_What to produce_: Filter these entries down to the lines that hold the word "align", and show each of them.

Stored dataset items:
▶
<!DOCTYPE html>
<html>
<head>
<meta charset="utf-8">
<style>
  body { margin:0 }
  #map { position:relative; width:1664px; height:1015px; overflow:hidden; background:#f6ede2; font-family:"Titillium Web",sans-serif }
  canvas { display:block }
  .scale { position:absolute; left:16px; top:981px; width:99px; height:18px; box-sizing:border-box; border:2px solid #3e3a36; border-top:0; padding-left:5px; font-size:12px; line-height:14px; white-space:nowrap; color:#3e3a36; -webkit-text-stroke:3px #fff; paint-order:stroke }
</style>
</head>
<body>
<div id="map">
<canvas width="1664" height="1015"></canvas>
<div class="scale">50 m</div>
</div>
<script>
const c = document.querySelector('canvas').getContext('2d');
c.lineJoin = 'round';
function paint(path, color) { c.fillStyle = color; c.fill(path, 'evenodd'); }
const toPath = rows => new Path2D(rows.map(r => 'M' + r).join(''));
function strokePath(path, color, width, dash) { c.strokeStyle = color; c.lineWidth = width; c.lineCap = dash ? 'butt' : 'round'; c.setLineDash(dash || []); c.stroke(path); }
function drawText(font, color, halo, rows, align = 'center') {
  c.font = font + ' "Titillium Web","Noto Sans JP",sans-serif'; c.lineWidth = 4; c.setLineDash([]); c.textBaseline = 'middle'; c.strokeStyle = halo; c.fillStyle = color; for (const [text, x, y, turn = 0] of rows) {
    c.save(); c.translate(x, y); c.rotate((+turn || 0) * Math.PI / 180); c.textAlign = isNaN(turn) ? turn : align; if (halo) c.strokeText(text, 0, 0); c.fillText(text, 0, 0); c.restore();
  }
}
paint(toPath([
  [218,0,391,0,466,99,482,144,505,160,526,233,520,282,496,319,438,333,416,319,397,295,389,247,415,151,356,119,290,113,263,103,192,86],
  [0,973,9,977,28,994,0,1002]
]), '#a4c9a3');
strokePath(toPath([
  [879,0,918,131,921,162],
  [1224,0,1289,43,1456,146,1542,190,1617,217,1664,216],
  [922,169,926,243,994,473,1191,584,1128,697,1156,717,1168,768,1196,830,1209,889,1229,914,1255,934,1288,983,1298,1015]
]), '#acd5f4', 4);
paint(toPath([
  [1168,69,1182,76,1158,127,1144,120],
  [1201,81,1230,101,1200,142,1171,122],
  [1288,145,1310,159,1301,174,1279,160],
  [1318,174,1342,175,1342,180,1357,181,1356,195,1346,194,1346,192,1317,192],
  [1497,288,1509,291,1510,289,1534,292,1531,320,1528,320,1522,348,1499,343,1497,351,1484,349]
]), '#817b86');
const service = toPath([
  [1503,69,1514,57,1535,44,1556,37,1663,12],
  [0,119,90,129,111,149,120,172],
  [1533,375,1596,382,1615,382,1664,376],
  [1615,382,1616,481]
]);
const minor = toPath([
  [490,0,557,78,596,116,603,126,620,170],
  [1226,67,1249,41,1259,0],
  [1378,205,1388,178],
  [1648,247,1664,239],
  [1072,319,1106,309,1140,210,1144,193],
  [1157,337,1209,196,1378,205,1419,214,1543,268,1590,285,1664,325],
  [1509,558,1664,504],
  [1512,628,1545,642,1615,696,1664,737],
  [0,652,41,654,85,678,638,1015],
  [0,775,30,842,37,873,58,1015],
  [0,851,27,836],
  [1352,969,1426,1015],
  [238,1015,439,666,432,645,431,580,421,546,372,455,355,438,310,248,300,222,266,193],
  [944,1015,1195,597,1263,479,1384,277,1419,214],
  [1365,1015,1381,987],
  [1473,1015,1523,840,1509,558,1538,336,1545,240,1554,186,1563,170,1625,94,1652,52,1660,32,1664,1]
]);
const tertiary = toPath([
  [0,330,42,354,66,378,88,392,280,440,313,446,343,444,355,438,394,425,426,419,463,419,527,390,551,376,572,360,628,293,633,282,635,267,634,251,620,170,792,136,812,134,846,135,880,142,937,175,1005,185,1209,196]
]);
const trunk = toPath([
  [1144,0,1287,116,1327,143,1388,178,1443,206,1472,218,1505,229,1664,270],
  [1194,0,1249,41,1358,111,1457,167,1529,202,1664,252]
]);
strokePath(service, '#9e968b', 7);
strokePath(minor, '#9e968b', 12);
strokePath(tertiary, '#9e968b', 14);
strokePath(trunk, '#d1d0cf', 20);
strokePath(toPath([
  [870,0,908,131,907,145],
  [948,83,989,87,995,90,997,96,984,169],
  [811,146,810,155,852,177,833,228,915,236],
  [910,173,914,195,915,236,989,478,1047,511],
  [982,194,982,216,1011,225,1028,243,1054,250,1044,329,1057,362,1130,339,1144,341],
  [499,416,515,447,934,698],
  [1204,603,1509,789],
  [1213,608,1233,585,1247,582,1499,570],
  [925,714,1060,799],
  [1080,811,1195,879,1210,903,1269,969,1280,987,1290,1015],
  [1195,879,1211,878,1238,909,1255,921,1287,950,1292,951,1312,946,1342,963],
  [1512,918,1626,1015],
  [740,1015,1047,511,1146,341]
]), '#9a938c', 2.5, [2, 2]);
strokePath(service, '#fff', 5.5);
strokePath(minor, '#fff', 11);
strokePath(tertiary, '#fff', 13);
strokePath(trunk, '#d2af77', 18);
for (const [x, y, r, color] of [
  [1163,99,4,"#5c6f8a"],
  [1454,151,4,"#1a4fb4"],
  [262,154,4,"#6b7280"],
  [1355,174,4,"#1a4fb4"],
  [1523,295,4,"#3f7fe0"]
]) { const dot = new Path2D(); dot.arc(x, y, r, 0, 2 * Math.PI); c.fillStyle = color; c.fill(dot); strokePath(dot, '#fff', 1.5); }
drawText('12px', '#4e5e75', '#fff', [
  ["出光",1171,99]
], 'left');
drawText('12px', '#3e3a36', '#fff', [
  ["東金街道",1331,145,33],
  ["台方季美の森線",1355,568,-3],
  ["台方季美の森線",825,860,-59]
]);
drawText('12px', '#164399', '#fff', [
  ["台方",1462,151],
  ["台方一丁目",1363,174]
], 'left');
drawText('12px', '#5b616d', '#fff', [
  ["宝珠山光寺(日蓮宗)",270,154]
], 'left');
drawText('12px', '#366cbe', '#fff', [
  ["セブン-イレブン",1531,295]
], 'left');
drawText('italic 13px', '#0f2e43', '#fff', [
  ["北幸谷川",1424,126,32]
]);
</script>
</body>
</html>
◀
_Answer section_:
function drawText(font, color, halo, rows, align = 'center') {
    c.save(); c.translate(x, y); c.rotate((+turn || 0) * Math.PI / 180); c.textAlign = isNaN(turn) ? turn : align; if (halo) c.strokeText(text, 0, 0); c.fillText(text, 0, 0); c.restore();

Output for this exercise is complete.